Assign these values to the elements of the alphabet:

  • A byte as its numeric value (0 .. 255)
  • ‡ as 357 (i.e., 260 + 'a')
  • ↓ as 358
  • ↑ as 359
  • ↕ as 360
  • € as 361

Replace any value outside [A-Za-z_] with its long form, where the long form is a digit [0-9] followed by an uppercase letter [A-Z] and is determined as follows:

  • The value cannot be in [A-Za-z_]; these cannot be encoded in long form.
  • Add 250 - '0'; i.e., add 202. (This maps '0' to the coded value 250.)
  • Take this value modulo 260.
  • Let the digit index and the letter index be the value modulo 10 and the value integer-divided by 10, respectively.
  • The digit and the letter are '0' + the digit index and 'A' + the letter index, respectively.
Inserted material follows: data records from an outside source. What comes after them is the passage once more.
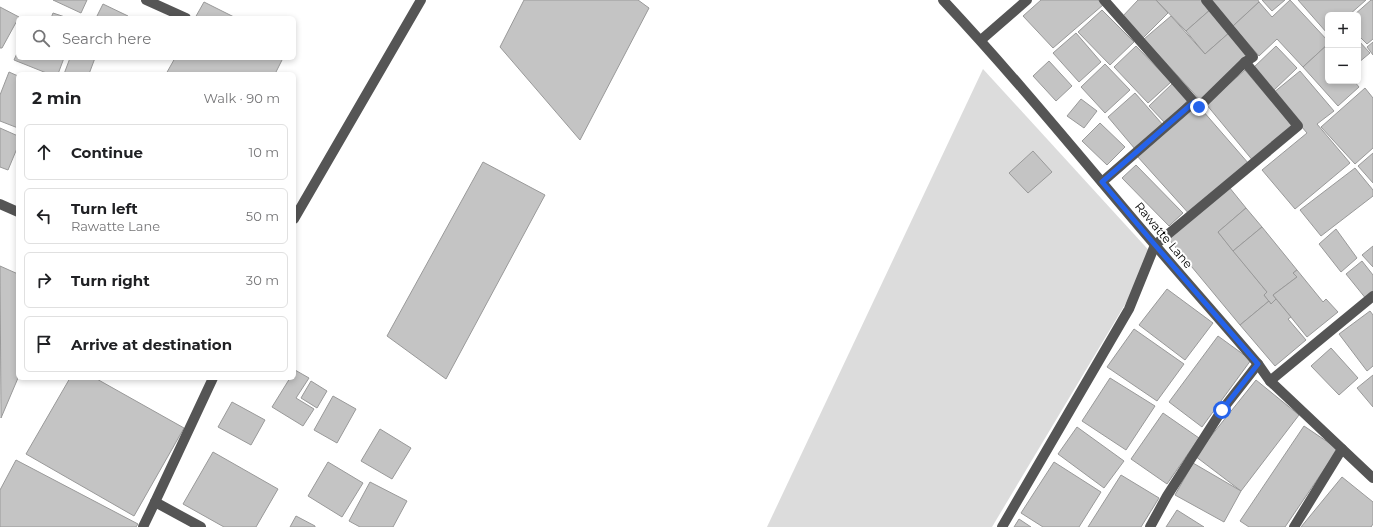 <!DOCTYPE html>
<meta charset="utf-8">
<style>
:root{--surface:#fff;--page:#f6f6f6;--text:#202124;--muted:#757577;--line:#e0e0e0}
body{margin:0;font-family:Montserrat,sans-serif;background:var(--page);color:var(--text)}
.controls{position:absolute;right:12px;top:12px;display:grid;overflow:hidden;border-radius:6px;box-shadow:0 2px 6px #0003}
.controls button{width:36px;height:36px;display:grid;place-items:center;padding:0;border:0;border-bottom:1px solid var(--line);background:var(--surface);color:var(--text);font:20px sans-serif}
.stop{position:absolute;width:12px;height:12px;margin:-9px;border:3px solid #2563eb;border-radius:50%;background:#fff}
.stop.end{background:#2563eb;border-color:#fff;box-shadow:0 1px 4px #0008}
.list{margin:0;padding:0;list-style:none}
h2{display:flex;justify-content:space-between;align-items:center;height:52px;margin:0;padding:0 16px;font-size:17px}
h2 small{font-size:13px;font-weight:400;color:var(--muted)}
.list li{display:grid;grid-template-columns:26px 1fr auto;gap:12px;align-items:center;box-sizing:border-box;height:56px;margin:0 8px 8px;padding:0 8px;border:1px solid var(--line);border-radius:6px}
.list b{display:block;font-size:15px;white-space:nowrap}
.list p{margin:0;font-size:13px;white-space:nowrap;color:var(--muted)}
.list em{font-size:13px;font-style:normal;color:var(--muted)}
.icon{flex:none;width:22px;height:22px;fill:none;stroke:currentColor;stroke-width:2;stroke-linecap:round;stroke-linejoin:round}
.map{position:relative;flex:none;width:1373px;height:527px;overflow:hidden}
.search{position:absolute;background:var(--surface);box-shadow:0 2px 6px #0003;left:16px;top:16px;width:280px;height:44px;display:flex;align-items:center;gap:10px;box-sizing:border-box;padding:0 14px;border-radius:6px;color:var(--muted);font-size:15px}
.panel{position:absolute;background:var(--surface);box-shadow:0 2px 6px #0003;left:16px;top:72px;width:280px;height:308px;border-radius:6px}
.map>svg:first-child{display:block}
.pitch{fill:#dcdcdc}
.building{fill:#c4c4c4;stroke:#999}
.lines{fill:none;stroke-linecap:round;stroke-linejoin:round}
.minor{stroke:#555;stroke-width:10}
.route{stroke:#2563eb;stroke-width:5}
.labels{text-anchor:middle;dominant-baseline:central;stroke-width:4;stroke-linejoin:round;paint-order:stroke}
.street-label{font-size:12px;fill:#000;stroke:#fff}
</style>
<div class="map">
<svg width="1373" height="527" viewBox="0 0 1373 527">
<rect width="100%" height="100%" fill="#fff"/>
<polygon class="pitch" points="983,69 1154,256 992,527 767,527"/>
<g class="building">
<polygon points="53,0 87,0 81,13"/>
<polygon points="524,0 638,0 649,8 580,140 500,47"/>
<polygon points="1041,0 1098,0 1103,5 1053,48 1023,16"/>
<polygon points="1138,0 1156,0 1168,13 1143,38 1122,17"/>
<polygon points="1156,0 1202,0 1211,9 1186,31"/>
<polygon points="1209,0 1258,0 1259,2 1233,26"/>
<polygon points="1262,0 1285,0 1272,11"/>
<polygon points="1290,0 1328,41 1328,44 1303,67 1277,39 1259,56 1233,26 1259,2 1272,17"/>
<polygon points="1298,0 1366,0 1349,15 1328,15 1327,33"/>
<polygon points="1371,0 1373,0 1373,39 1367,44 1358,35 1358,15 1354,15"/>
<polygon points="204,2 236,18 195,18"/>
<polygon points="103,4 128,16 127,18 96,18"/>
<polygon points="0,7 19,17 2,48 0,48"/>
<polygon points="1211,9 1230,32 1205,54 1186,31"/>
<polygon points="1102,10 1134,42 1110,65 1078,32"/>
<polygon points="53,13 68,18 51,18"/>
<polygon points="1171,16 1205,54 1230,32 1249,56 1200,100 1144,39"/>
<polygon points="1076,33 1101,62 1079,82 1053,53"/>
<polygon points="1358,40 1370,53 1358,63"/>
<polygon points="1373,42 1373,55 1367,47"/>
<polygon points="1328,44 1328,81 1354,81 1359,87 1338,106 1303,67"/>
<polygon points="1136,46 1171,82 1148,103 1114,67"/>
<polygon points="1276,46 1297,68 1273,91 1252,69"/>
<polygon points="18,51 18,58 64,58 58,74 49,74 14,60"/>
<polygon points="70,58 95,58 89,74 64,74"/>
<polygon points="175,58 283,58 275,74 166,74"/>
<polygon points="1049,61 1072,86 1056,101 1033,76"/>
<polygon points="1105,64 1130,90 1105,113 1081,87"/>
<polygon points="1245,70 1294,128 1254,162 1206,104"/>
<polygon points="1300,71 1334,111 1317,124 1350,163 1295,209 1262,170 1307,133 1273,93"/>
<polygon points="9,72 18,76 18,128 0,121 0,95"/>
<polygon points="1172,84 1188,100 1165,123 1149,106"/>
<polygon points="1365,88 1373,98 1373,148 1355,164 1321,127"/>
<polygon points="1135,93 1163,125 1135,149 1108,117"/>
<polygon points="1081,99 1097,111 1084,128 1067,116"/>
<polygon points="1196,103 1249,164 1191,216 1137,156"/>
<polygon points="1100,123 1125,147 1107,165 1082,141"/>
<polygon points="0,128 18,136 18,146 8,170 0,167"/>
<polygon points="1033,151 1052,172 1028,193 1009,173"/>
<polygon points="1373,153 1373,183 1358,166"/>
<polygon points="483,162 545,195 446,379 387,336"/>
<polygon points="1136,165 1183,213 1169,226 1122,178"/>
<polygon points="1355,168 1373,190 1373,196 1321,236 1300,210"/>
<polygon points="1229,187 1246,208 1218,232 1267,292 1264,295 1269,301 1240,325 1167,237"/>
<polygon points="1246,208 1262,227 1233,251 1218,232"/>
<polygon points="1262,227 1297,270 1293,273 1297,277 1273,295 1276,299 1271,304 1264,295 1267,292 1233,251"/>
<polygon points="1336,229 1357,258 1341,272 1319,244"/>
<polygon points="1373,246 1373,267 1362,255"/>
<polygon points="1362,261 1373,275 1373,295 1367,300 1346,274"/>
<polygon points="0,266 18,274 18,378 1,418"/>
<polygon points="1297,270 1323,302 1326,299 1338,312 1307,337 1273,295 1297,277 1293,273"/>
<polygon points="1167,289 1213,323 1185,360 1139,325"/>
<polygon points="1276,299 1291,317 1288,319 1306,340 1275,366 1240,325 1269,301 1271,304"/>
<polygon points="1370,311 1373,315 1373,366 1367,371 1339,334"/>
<polygon points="1134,329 1184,364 1157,401 1107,367"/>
<polygon points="1218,336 1251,360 1202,427 1169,402"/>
<polygon points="1331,348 1358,378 1339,395 1311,366"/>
<polygon points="295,370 309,378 296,398 314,409 303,426 272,407 290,378 294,378"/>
<polygon points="1373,375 1373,407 1357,388"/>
<polygon points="70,378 95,378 184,428 134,516 26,454"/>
<polygon points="1110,378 1155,406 1126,450 1082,421"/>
<polygon points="1256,380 1299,415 1241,491 1195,456"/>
<polygon points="311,381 327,391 317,408 301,398"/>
<polygon points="333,396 356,409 337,443 314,430"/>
<polygon points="232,402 265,420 251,445 218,427"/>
<polygon points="1163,413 1199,438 1167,484 1131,459"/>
<polygon points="1304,426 1338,449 1285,527 1249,527 1240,521"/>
<polygon points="1077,427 1124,461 1104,488 1058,454"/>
<polygon points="380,429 411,448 392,479 361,461"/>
<polygon points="213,452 278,489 256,527 224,527 183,504"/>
<polygon points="16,460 138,524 136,527 0,527 0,490"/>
<polygon points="328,462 363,483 342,517 308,496"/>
<polygon points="1054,462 1101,492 1079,527 1043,527 1021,513"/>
<polygon points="1193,463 1241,491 1224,522 1175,495"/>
<polygon points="1121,475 1159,498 1141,527 1088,527"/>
<polygon points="1342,477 1373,502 1373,524 1371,527 1301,527"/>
<polygon points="370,482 407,501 393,527 360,527 349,521"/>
<polygon points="1177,510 1204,527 1166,527"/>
<polygon points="296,516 315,526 315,527 290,527"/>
<polygon points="1019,519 1031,527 1014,527"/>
</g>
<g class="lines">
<g class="minor">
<polyline points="146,0 186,18"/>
<path d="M943,0C1017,79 1085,163 1155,245C1189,285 1224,324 1258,364L1270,381L1373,478"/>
<polyline points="1104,0 1194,102"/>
<polyline points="1206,0 1253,57 1245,62"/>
<polyline points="981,40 1027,0"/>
<polyline points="0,204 18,212"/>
<polyline points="294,219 421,0"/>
<polyline points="1270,381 1373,296"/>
<polyline points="155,502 201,527"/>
<polyline points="143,527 155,502 213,378"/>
<polyline points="1002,527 1129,309 1155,245 1298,126 1245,62 1199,107 1194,102 1102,182"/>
<polyline points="1150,527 1167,496 1222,410 1258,364"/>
<polyline points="1294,527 1342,449"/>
</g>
</g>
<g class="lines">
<polyline class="route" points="1199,107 1194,102 1102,182 1155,245 1258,364 1222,410"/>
</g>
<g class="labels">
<g class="street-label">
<text transform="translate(1164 235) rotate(50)">Rawatte Lane</text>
</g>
</g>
</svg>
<div class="controls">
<button>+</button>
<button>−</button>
</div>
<div class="stop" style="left:1222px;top:410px"></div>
<div class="stop end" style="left:1199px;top:107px"></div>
<div class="search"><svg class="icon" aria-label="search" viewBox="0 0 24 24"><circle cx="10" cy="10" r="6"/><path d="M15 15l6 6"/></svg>Search here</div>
<section class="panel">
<h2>2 min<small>Walk · 90 m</small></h2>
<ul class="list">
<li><svg class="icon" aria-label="ahead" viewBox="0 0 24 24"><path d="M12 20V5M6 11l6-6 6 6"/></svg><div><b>Continue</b></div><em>10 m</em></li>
<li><svg class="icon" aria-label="left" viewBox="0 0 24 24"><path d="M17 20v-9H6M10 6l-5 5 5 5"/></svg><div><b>Turn left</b><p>Rawatte Lane</p></div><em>50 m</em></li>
<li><svg class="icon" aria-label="right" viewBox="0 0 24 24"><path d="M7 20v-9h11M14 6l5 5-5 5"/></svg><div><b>Turn right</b></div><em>30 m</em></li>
<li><svg class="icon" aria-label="arrive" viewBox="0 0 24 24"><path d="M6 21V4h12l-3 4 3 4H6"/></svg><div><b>Arrive at destination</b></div></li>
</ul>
</section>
</div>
Because of the second step, the digits [0-9] are encoded as themselves followed by 'Z' (i.e. '0Z' .. '9Z').

The values assigned to the special symbols would be the long forms of lowercase letters if those were allowed as input.

This result can be compressed slightly: Replace ([0-9])Z with \1 unless it is followed by [A-Z]. A digit in the input that is not followed by [A-Z] can simply imply the 'Z'.


Naturally, decompression reverses compression:

  • Replace all ↕ with ↑↓.
  • Add a ↓ at the beginning.
  • Add a ↑ at the end.
    • This is needed for the following step to work in all cases.
  • Insert a ‡ after any byte value that is followed by ↑, ↓, or €.
  • Replace all € with €↓↓.
  • Finally, add an additional ↑ at the end for each remaining open list.